Medieval Medical Practices Still Used Today
One of the medieval medical practices that is perhaps the most shocking to modern culture is trepanation. The procedure involves drilling a hole into the skull of a living human. Scientists believed the most common medical reason for trepanation was to relieve pain from skull trauma or a neurological disease. They’ve also uncovered evidence that the technique was sometimes ritualistic and used in certain cultures to release evil spirits from the body.
Modern Application: Burr Hole
Today, doctors employ a form of trepanation, commonly referred to as a burr hole, to relieve pressure on the brain caused by fluid build-up (intracranial pressure) that’s often due to head trauma.

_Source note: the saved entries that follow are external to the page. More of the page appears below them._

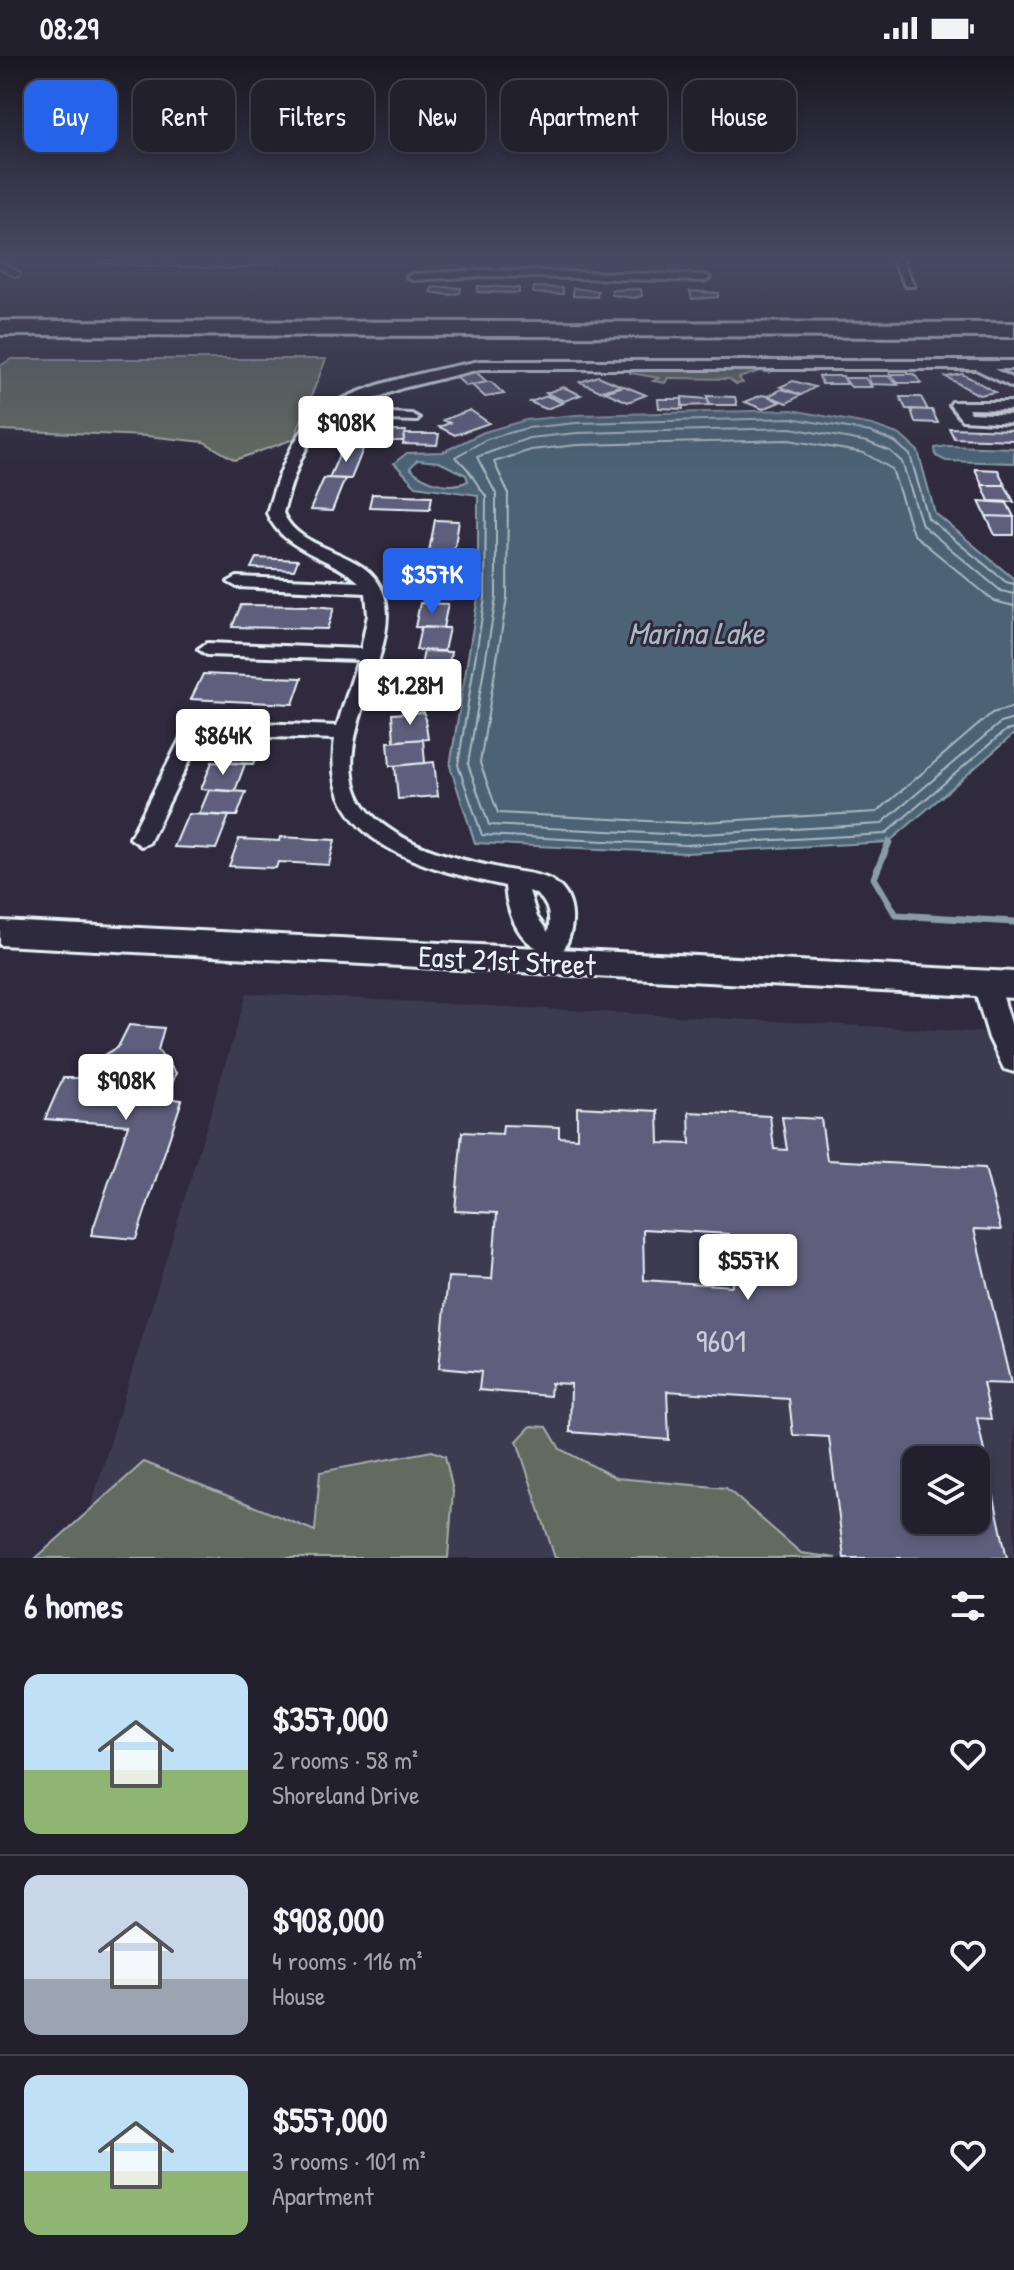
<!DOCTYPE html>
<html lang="en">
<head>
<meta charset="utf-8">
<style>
  body { margin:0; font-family:"Patrick Hand",sans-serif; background:#2b2836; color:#f1f3f6; height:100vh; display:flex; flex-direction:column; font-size:30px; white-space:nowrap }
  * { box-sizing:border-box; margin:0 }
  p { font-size:26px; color:#a3a3aa }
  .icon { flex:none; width:44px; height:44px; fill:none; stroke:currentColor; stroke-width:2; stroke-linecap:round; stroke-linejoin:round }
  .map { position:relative; height:1502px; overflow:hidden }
  .panel { display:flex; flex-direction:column; background:#23202e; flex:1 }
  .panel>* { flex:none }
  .banner { position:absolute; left:24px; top:24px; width:966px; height:72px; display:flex; gap:16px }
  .buttons { position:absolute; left:902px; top:1390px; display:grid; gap:16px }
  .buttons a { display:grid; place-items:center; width:88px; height:88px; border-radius:16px; background:#23202e; box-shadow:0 4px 12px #0003,0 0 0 2px #403e4a; font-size:40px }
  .price { position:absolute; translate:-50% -68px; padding:0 18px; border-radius:8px; background:#fff; color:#222; font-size:26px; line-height:52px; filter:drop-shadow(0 2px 4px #0008) }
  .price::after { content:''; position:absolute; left:50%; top:48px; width:24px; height:18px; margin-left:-12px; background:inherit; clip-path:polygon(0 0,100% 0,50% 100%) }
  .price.selected { background:#2563eb; color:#fff }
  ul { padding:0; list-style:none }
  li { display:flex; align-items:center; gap:24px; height:200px; padding:0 24px }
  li+li { border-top:2px solid #403e4a }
  li span { display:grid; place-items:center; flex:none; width:224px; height:160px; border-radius:16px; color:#555 }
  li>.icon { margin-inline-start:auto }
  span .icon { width:96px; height:96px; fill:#fffc; stroke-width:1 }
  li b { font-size:34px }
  h2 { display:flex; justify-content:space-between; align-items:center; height:96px; padding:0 24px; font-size:34px }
  .tag { padding:0 28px; border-radius:16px; background:#23202e; box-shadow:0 4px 12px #0003,0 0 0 2px #403e4a; font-size:28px; line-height:72px }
  .tag.selected { background:#2563eb; color:#fff }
  .status { display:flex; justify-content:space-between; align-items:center; height:56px; padding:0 40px; background:#23202e; direction:ltr }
  .status svg { height:22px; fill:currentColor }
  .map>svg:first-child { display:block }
  .built { fill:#3d3a50; fill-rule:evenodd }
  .green { fill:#636b5f; stroke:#a6aeac; stroke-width:2 }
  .water { fill:#4b6474; stroke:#8a9ca9; stroke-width:2; fill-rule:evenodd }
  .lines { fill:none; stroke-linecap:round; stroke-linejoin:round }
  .shore { stroke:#a9b9c3; stroke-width:2 }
  .stream { stroke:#8a9ca9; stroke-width:7 }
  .building { fill:#5f5f7d; stroke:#e8f1f8; stroke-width:2; fill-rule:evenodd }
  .lane-casing { stroke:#e8f1f8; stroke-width:9 }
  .street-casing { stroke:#e8f1f8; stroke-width:6 }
  .secondary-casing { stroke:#e8f1f8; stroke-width:6 }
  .highway-casing { stroke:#e8f1f8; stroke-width:6 }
  .lane { stroke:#2f2a3d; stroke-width:6 }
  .street { fill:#2f2a3d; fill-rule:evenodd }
  .secondary { fill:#2f2a3d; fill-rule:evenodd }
  .highway { fill:#2f2a3d; fill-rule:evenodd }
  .labels { text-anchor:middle; stroke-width:6; stroke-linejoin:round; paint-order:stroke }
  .street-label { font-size:30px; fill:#e8f1f8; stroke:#2f2a3d }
  .water-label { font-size:32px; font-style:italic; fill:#a9b9c3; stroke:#2f2a3d }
  .near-number-label { font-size:32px; fill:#c6ccd9 }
</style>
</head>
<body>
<div class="status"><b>08:29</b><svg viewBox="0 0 49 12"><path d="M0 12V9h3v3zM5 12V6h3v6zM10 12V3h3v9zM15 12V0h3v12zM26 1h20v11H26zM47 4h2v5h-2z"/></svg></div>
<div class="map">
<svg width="1014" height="1502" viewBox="0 0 1014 1502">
  <rect width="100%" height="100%" fill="#2f2a3d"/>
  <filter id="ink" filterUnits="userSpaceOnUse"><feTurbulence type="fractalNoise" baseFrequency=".0125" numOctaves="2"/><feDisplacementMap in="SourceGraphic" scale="16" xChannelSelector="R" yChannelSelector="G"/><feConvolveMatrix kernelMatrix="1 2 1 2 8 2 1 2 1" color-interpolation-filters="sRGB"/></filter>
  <g filter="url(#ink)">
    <path class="built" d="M 247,937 L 1014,978 L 1014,1502 L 75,1502 ZM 916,1404 L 976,1404 L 976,1464 L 916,1464 Z"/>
    <path class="green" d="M 11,303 L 326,303 L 294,383 L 235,404 L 204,386 L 147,380 L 0,374 L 0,310 Z
      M 630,312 L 755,312 L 771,317 L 760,315 L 739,322 L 743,327 L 736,328 L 729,323 L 675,322 L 668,322 L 665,327 L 653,325 L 659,322 L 630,317 Z
      M 531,1370 L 547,1371 L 560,1393 L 616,1422 L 726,1432 L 801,1497 L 836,1502 L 555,1502 L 517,1385 Z
      M 432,1395 L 445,1400 L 453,1435 L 448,1502 L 36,1502 L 144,1406 L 315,1475 L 320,1416 Z"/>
    <path class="water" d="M 792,354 L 872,369 L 900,379 L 918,395 L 935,457 L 1014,523 L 1014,678 L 889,786 L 686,797 L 475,787 L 450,710 L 478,541 L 478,439 L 416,430 L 394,407 L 407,397 L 443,396 L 484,376 L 526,364 L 576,359 ZM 417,404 L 439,406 L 466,419 L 468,425 C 450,434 424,426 410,412 Z
      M 947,390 L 1014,392 L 1014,407 L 946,405 L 936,400 L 935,392 Z"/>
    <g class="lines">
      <path class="shore" d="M 1014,528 L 1006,526 L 928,462 L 910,399 L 895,386 L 870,376 L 791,362 L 576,367 L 527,372 L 487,383 L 455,401 C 475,417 471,423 486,440 L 485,542 L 458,709 L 482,779 L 685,789 L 885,778 L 1005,675 L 1014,673
        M 1014,538 L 1001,535 L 922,469 L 902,406 L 890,395 L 867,386 L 791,372 L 577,377 L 529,382 L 477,401 L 496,438 L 496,542 L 468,708 L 489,769 L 685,779 L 881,768 L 1000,667 L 1014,663
        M 1014,550 L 994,545 L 913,478 L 892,413 L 864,397 L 789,384 L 577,389 L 531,394 L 494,406 L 508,436 L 507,542 L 480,707 L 498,757 L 685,767 L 877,756 L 992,657 L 1014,651"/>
      <path class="stream" d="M 889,786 L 874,822 L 896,859 L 1014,866"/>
    </g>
    <path class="building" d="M 478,230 L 519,232 L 519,237 L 477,236 Z
      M 534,231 L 563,232 L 563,238 L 533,237 Z
      M 432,232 L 441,231 L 461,232 L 460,237 L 450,239 L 430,236 Z
      M 573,232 L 598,235 L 597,241 L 573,240 Z
      M 641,233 L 642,240 L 634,242 L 612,239 L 612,234 Z
      M 690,235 L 718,237 L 718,241 L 692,243 Z
      M 476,316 L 487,326 L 466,330 L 455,320 Z
      M 890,318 L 914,318 L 921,327 L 898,327 Z
      M 962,318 L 970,322 L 995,336 L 979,339 L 946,321 Z
      M 598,320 L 610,325 L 621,330 L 600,335 L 580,326 Z
      M 819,320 L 843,320 L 847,328 L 822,328 Z
      M 868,320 L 888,320 L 898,329 L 871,328 Z
      M 844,322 L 865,322 L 872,331 L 851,331 Z
      M 793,325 L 815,331 L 801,339 L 780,331 Z
      M 487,326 L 491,326 L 504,338 L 485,341 L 472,329 Z
      M 624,330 L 634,334 L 646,339 L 628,346 L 605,336 Z
      M 563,331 L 581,339 L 564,345 L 546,337 Z
      M 782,333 L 801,339 L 787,347 L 768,340 Z
      M 762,339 L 768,340 L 780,346 L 763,353 L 745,346 Z
      M 547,340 L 563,347 L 546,353 L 530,346 Z
      M 707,340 L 735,341 L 737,349 L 709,349 Z
      M 682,341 L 708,343 L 709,349 L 682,350 Z
      M 900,341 L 921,341 L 928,354 L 906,353 Z
      M 658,343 L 682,343 L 683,353 L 659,352 Z
      M 911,353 L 932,354 L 938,367 L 915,366 Z
      M 470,354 L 489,367 L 455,379 L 439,371 L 450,367 L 443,364 Z
      M 342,372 L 374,372 L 371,381 L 339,380 Z
      M 949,372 L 1014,374 L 1014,384 L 954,382 Z
      M 373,375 L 406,375 L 403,385 L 370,385 Z
      M 405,378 L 439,378 L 437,389 L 403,388 Z
      M 342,392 L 363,393 L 351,423 L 329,422 Z
      M 975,413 L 998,414 L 1005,429 L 982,429 Z
      M 324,422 L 345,423 L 332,455 L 310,454 Z
      M 982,429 L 1005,429 L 1014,446 L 989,445 Z
      M 372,438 L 432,440 L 430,453 L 369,451 Z
      M 979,445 L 1007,447 L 1014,461 L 986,460 Z
      M 986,460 L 1014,461 L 1014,479 L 995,479 Z
      M 435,464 L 459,465 L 453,501 L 428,500 Z
      M 432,501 L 458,501 L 452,543 L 425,542 Z
      M 256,502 L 298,504 L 294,514 L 251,512 Z
      M 420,547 L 448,548 L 443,572 L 415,571 Z
      M 241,549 L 313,550 L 334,552 L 327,573 L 232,571 Z
      M 421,571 L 449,572 L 444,595 L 416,594 Z
      M 424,595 L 451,596 L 447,620 L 419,618 Z
      M 203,618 L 270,621 L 302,622 L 293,648 L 191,643 Z
      M 412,618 L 439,619 L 434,645 L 406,644 Z
      M 424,656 L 428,683 L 394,685 L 392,658 Z
      M 423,683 L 425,707 L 390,710 L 388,686 Z
      M 229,684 L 262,686 L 253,708 L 220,706 Z
      M 212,706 L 245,708 L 235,735 L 201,733 Z
      M 434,706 L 438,740 L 398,743 L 395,710 Z
      M 209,734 L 246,736 L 237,760 L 199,758 Z
      M 188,758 L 229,760 L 216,793 L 174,791 Z
      M 280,781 L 335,784 L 329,809 L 278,806 L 276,812 L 229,810 L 239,783 L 279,785 Z
      M 129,969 L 164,972 L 158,994 L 176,1017 L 167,1042 L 182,1044 L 136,1183 L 91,1179 L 128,1069 L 45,1063 L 63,1022 L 81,1022 L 86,1010 L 118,991 Z
      M 577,1051 L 658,1055 L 659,1087 L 690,1088 L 689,1056 L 770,1060 L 774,1093 L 787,1094 L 782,1061 L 821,1063 L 827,1104 L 985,1112 L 1001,1174 L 974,1173 L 1011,1328 L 983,1327 L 991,1363 L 977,1362 L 1007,1502 L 844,1502 L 829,1381 L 793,1379 L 789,1343 L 667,1335 L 669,1384 L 570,1376 L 571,1328 L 551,1327 L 550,1340 L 479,1334 L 481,1316 L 439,1312 L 448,1221 L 492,1223 L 497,1157 L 455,1155 L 462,1076 L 502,1078 L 503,1069 L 559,1071 L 559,1081 L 577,1082 ZM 643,1173 L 729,1178 L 732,1230 L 644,1224 ZM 916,1404 L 976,1404 L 976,1464 L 916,1464 Z"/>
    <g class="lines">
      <g class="lane-casing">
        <path id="lane" d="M 103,204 L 234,209 L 273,204
          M 0,209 L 17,218"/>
      </g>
      <g class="street-casing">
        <path id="street" d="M 892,204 L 902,204 L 914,230 L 906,230 Z
          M 485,214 L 704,219 L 710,222 L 704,225 L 485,220 L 413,224 L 407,221 L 413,218 Z
          M 480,305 L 1014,305 L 1014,313 L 994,313 L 1014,323 L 1014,332 L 976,313 L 480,313 L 402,332 L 342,355 L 412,358 L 419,362 L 417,365 L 330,362 C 304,382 291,427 283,457 C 301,499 369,492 384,539 C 404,601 312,702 374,761 C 409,793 458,803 503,813 C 517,816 538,817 551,824 C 577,839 576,871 564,893 C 526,905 507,862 505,830 C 425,812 319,789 335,683 L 202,679 L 149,787 L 141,790 L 130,782 L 187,670 L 209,665 L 337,670 L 358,604 L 207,599 L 198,593 L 207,587 L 361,593 L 368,559 L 366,537 L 237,531 L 228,526 L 237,521 L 359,526 C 330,500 283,496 267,457 C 276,426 291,380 317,359 C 353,329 434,314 480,305 ZM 529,835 C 547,841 552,859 548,876 L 537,861 Z
          M 952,346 L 1014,346 L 1014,354 L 968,353 L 971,357 L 1014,359 L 1014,367 L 962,364 L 950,349 Z
          M 986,918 L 995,921 L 999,928 L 1014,977 L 1014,1016 L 1004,1013 L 989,982 L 973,928 L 977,921 Z"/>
      </g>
      <g class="secondary-casing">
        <path id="secondary" d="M 0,865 L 1014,916 L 1014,942 L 0,889 Z"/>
      </g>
      <g class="highway-casing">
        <path id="highway" d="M 0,265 L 1014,267 L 1014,281 L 0,279 Z"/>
      </g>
      <use href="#lane" class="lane"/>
      <use href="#street" class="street"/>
      <use href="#secondary" class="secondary"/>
      <use href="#highway" class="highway"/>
    </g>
  </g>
  <linearGradient id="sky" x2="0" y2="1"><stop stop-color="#1a1722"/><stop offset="0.49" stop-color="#474a62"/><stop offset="1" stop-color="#474a62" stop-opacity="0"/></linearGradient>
  <rect width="1014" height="415" fill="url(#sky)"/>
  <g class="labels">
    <g class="street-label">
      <text transform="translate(507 905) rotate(3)" y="10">East 21st Street</text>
    </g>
    <g class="water-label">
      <text x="696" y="588">Marina Lake</text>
    </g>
    <g class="near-number-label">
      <text x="721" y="1296">9601</text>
    </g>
  </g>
</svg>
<div class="buttons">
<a><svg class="icon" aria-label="layers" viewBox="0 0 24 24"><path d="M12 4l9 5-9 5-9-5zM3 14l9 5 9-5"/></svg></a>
</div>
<b class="price" style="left:346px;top:408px">$908K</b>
<b class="price selected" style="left:432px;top:560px">$357K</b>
<b class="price" style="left:410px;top:671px">$1.28M</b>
<b class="price" style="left:223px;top:721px">$864K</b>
<b class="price" style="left:126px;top:1066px">$908K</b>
<b class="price" style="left:748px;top:1246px">$557K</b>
<div class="banner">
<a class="tag selected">Buy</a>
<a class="tag">Rent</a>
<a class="tag">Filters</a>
<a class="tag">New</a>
<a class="tag">Apartment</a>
<a class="tag">House</a>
</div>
</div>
<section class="panel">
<h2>6 homes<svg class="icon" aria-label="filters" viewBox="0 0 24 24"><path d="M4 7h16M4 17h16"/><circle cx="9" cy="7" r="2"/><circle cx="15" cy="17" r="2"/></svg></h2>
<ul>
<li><span style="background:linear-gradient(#bfe0f5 60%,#8fb573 0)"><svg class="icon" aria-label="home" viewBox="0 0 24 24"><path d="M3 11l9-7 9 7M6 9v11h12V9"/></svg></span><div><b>$357,000</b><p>2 rooms · 58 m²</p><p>Shoreland Drive</p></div><svg class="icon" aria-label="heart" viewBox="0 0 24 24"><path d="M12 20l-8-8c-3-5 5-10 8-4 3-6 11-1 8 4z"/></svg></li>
<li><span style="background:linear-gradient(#c9d6e8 65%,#9aa5b1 0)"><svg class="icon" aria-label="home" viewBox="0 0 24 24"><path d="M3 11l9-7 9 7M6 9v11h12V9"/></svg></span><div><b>$908,000</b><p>4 rooms · 116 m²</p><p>House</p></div><svg class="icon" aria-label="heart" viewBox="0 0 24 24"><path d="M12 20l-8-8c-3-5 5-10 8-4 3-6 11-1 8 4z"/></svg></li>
<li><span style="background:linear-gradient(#bfe0f5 60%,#8fb573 0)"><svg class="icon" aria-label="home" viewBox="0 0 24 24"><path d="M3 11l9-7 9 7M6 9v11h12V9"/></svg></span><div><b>$557,000</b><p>3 rooms · 101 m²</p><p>Apartment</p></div><svg class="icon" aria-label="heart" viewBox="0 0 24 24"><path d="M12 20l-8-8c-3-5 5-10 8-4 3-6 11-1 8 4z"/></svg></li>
</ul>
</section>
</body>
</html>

Physicians make an incision in the scalp and then use a surgical drill to create the burr hole. They make another incision in the dura, or tough film covering the brain, which allows them to drain the unwanted fluid. Afterward, doctors surgically close the dura, cover the burr hole with a small metal plate, and then stitch the scalp. The patient remains largely unaffected by the procedure and must simply care for the surgical site to promote healing and prevent infection.
Although the medieval medical practice has existed in some form since ancient Egyptian times (pharyngotomy, laryngotomy or bronchotomy), the first successful case wasn’t documented until 1546. The procedure (tracheotomy) creates a hole (tracheostomy) in the trachea to allow a direct flow of air. It’s performed when there’s an obstruction of the airway with little time to address the blockage before suffocation.
Ancients rarely used the medical practice for fear of slicing through the carotid artery that runs through the neck. However, legend states that, around 1000 B.C., Alexander the Great saved a soldier from suffocation by using his sword to make an incision in his trachea. Early in the middle ages, tracheotomies were performed only in the strictest of emergencies and often with little success.
As the understanding of human anatomy progressed, so did the technique. Medical professionals began using a vertical incision, rather than a horizontal one, to decrease the odds of cutting the carotid. Additional surgical enhancements and proper post-surgical care gave rise to the modern medical practice, which currently has a very low mortality rate and has saved countless lives.